C-style string parsing

Discussion in 'C++' started by Christopher Benson-Manica, Oct 14, 2003.

  1. I have a C-style string (null-terminated) that consists of items in one of the
    following formats:
    14 characters
    5 characters space 8 characters
    6 characters colon 8 characters
    5 characters colon 8 characters

    Items are delimited by semicolons or commas. I have to produce a string
    delimited only by semicolons and containing items in the first two formats
    only. For example,

    "AAAAAAAAAAAAAA,AAAAAA:AAAAAAAA;AAAAA AAAAAAAA,AAAAA:AAAAAAAA" ->
    "AAAAAAAAAAAAAA;AAAAAAAAAAAAAA;AAAAA AAAAAAAA;AAAAA AAAAAAAA"

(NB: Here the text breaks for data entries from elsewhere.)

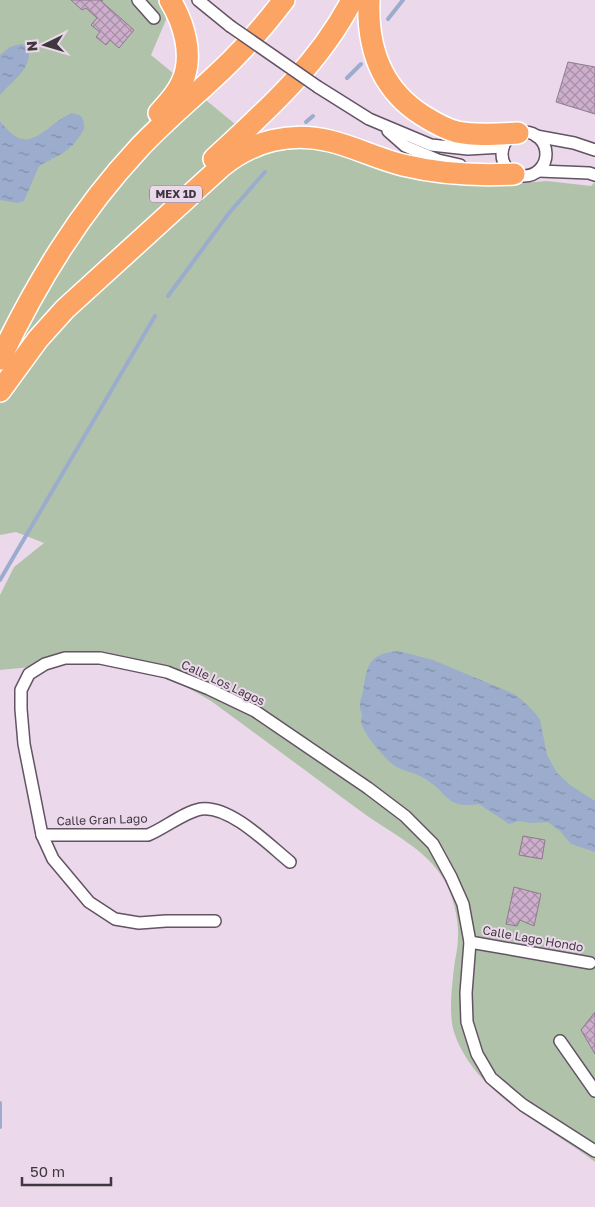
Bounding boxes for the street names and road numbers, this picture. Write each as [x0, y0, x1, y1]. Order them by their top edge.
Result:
road number: MEX 1D [150, 185, 202, 202]
street label: Calle Los Lagos [179, 657, 267, 708]
street label: Calle Gran Lago [56, 810, 148, 829]
street label: Calle Lago Hondo [482, 922, 585, 955]

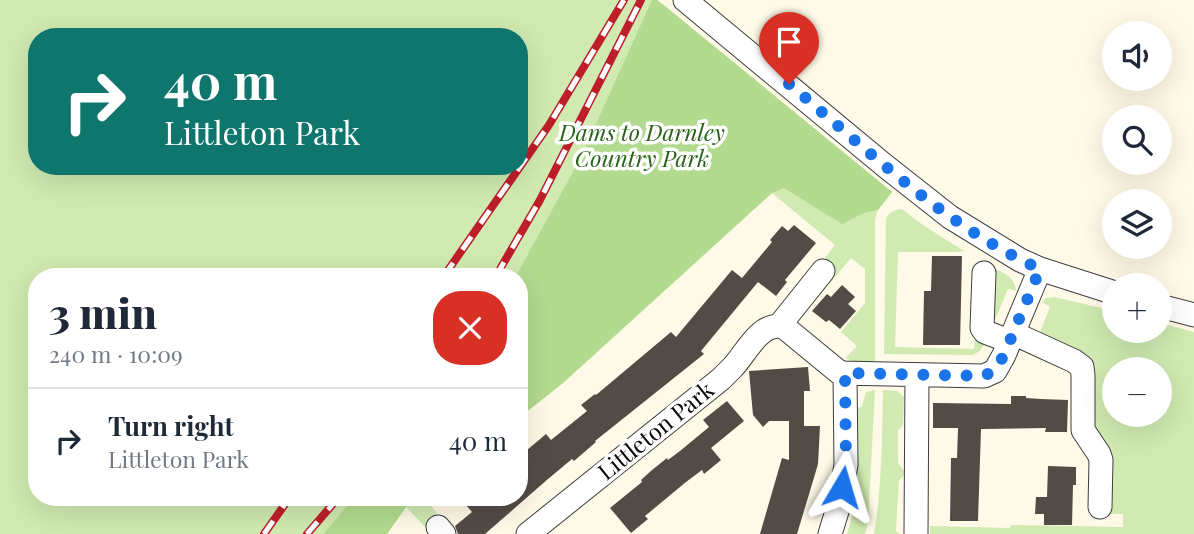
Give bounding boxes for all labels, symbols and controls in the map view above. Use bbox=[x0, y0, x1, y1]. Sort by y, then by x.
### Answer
pin bbox=[759, 12.0, 819, 84]
map controls bbox=[1102, 21, 1172, 427]
button: sound bbox=[1102, 21, 1172, 91]
icon: arrive bbox=[770, 23, 808, 61]
text: 40 m bbox=[164, 47, 277, 112]
icon: right bbox=[49, 56, 140, 147]
button: search bbox=[1102, 105, 1172, 175]
text: Littleton Park bbox=[164, 110, 360, 153]
park label: Dams to Darnley Country Park bbox=[558, 116, 725, 173]
button: layers bbox=[1102, 189, 1172, 259]
button: + bbox=[1102, 273, 1172, 343]
text: 3 min bbox=[49, 284, 157, 340]
button: close bbox=[433, 291, 507, 365]
text: 240 m · 10:09 bbox=[49, 338, 183, 369]
button: − bbox=[1102, 357, 1172, 427]
street label: Littleton Park bbox=[591, 373, 720, 486]
text: Turn right bbox=[108, 408, 234, 443]
icon: right bbox=[49, 422, 87, 460]
text: 40 m bbox=[449, 423, 507, 458]
text: Littleton Park bbox=[108, 443, 249, 474]
position arrow bbox=[805, 450, 879, 524]

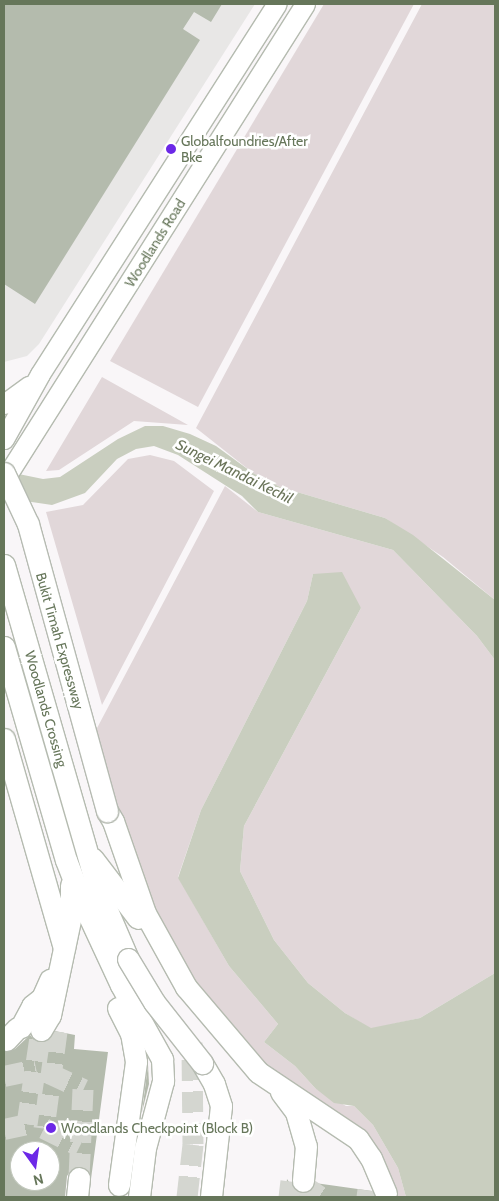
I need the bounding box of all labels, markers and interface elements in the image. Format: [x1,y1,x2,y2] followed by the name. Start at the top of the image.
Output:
[181,133,308,166] place label: Globalfoundries/After Bke
[165,143,177,155] marker: Globalfoundries/After Bke
[121,196,189,290] street label: Woodlands Road
[173,436,295,508] water label: Sungei Mandai Kechil
[32,571,88,711] street label: Bukit Timah Expressway
[21,649,71,769] street label: Woodlands Crossing
[61,1120,253,1136] place label: Woodlands Checkpoint (Block B)
[45,1122,57,1134] marker: Woodlands Checkpoint (Block B)
[10,1141,60,1191] north arrow
[31,1170,45,1190] text: N

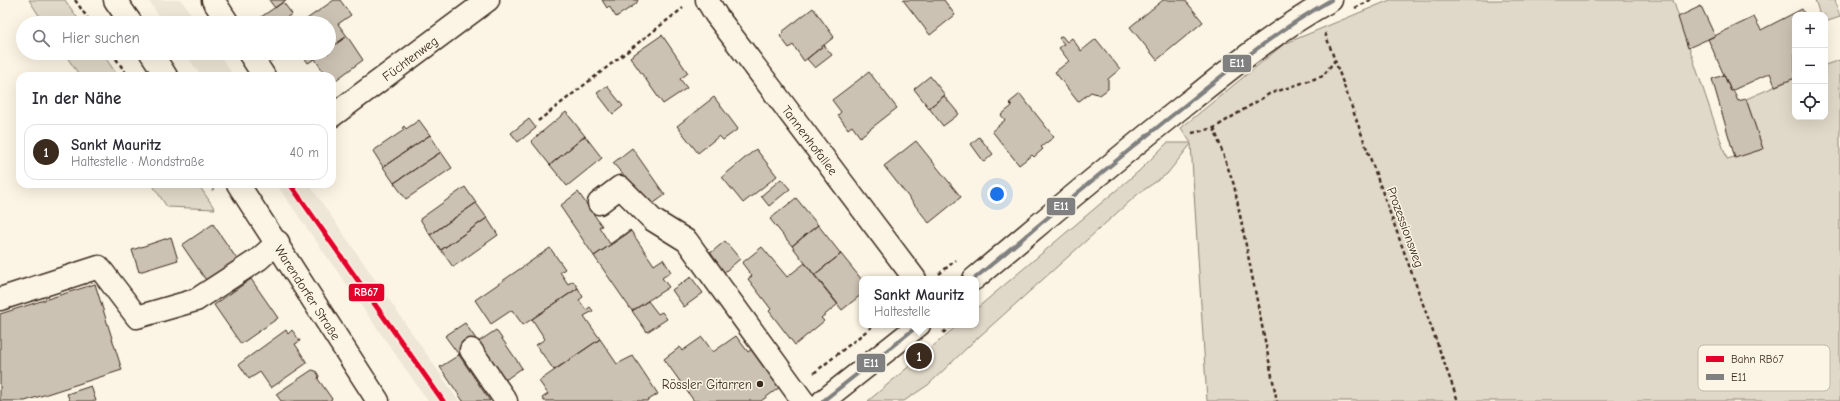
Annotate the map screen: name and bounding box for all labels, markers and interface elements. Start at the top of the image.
map controls [1792,12,1828,120]
button: + [1792,12,1828,48]
search box [16,16,336,60]
icon: search [30,27,52,49]
text: Hier suchen [62,29,140,47]
street label: Füchtenweg [379,33,441,84]
button: − [1792,48,1828,84]
line badge: E11 [1222,54,1252,73]
text: E11 [1229,57,1245,70]
button: locate [1792,84,1828,120]
text: In der Nähe [32,89,121,108]
street label: Tannenhofallee [779,103,841,178]
text: Sankt Mauritz [71,136,161,154]
text: 1 [43,145,49,160]
text: 40 m [290,145,319,160]
text: Haltestelle · Mondstraße [71,154,204,169]
your location [987,184,1007,204]
street label: Prozessionsweg [1384,185,1427,270]
line badge: E11 [1046,197,1076,216]
text: E11 [1053,200,1069,213]
street label: Warendorfer Straße [271,242,344,343]
popup [859,276,979,328]
line badge: RB67 [348,283,385,302]
text: RB67 [354,286,378,299]
text: Sankt Mauritz [874,286,964,304]
text: Haltestelle [874,304,930,319]
pin: 1 [906,341,932,371]
legend [1698,345,1830,391]
line badge: E11 [856,353,886,373]
text: Bahn RB67 [1731,353,1784,366]
text: E11 [863,357,879,370]
text: E11 [1731,371,1746,384]
place label: Rössler Gitarren [662,377,752,392]
marker: Rössler Gitarren [755,379,765,389]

    Posting to comp.lang.c yielded the following:

    int myfunc( const char *idlist )
    {
    int items=0;
    char *newstr=(char *)malloc( strlen(idlist)+1 );
    if( !newstr ) {
    return( -2 );
    }
    int srcidx=0;
    int destidx=0;
    int chars=0;

    for( ; idlist[srcidx] ; srcidx++ ) {
    if( idlist[srcidx] == ':' ) {
    if( chars == 5 ) {
    newstr[destidx++]=' ';
    chars++;
    }
    else if( chars != 6 )
    return( -1 ); // Invalid format
    }
    }
    else if( idlist[srcidx] == ';' || idlist[srcidx] == ',' ) {
    if( chars != 14 ) { // Invalid format
    return( -1 );
    }
    newstr[destidx++]=';';
    chars=0;
    items++;
    }
    else if( ++chars > 14 ) {
    return( -1 );
    }
    else {
    newstr[destidx++]=idlist[srcidx];
    }
    }
    newstr[destidx]='\0';
    if( chars == 14 ) {
    items++;
    }
    else if( !items || chars ) { // items == 0 || chars != 0
    return( -1 );
    }
    printf( "The string '%s' has %d items.\n", newstr, items );
    /* Call a function using newstr here */
    free( newstr );
    return( 0 );
    }

    I'd like to know how to improve this function (specifically, the call to
    malloc()) to make it more like typical C++. One thing: Don't tell me to use
    std::string's, because it isn't an option (the C++ code at my company uses
    C-style strings almost exclusively).

    --
    Christopher Benson-Manica | Upon the wheel thy fate doth turn,
    ataru(at)cyberspace.org | upon the rack thy lesson learn.
     
    Christopher Benson-Manica, Oct 14, 2003
    #1
    1. Advertising

  2. Hello.

    > return( -1 ); // Invalid format


    You can do:

    const int INVALID_FORMAT= -1;

    And then

    return INVALID_FOMAT;

    Is auto-commented.

    > else if( !items || chars ) { // items == 0 || chars != 0


    Why comment what you intend to do instead of doing it?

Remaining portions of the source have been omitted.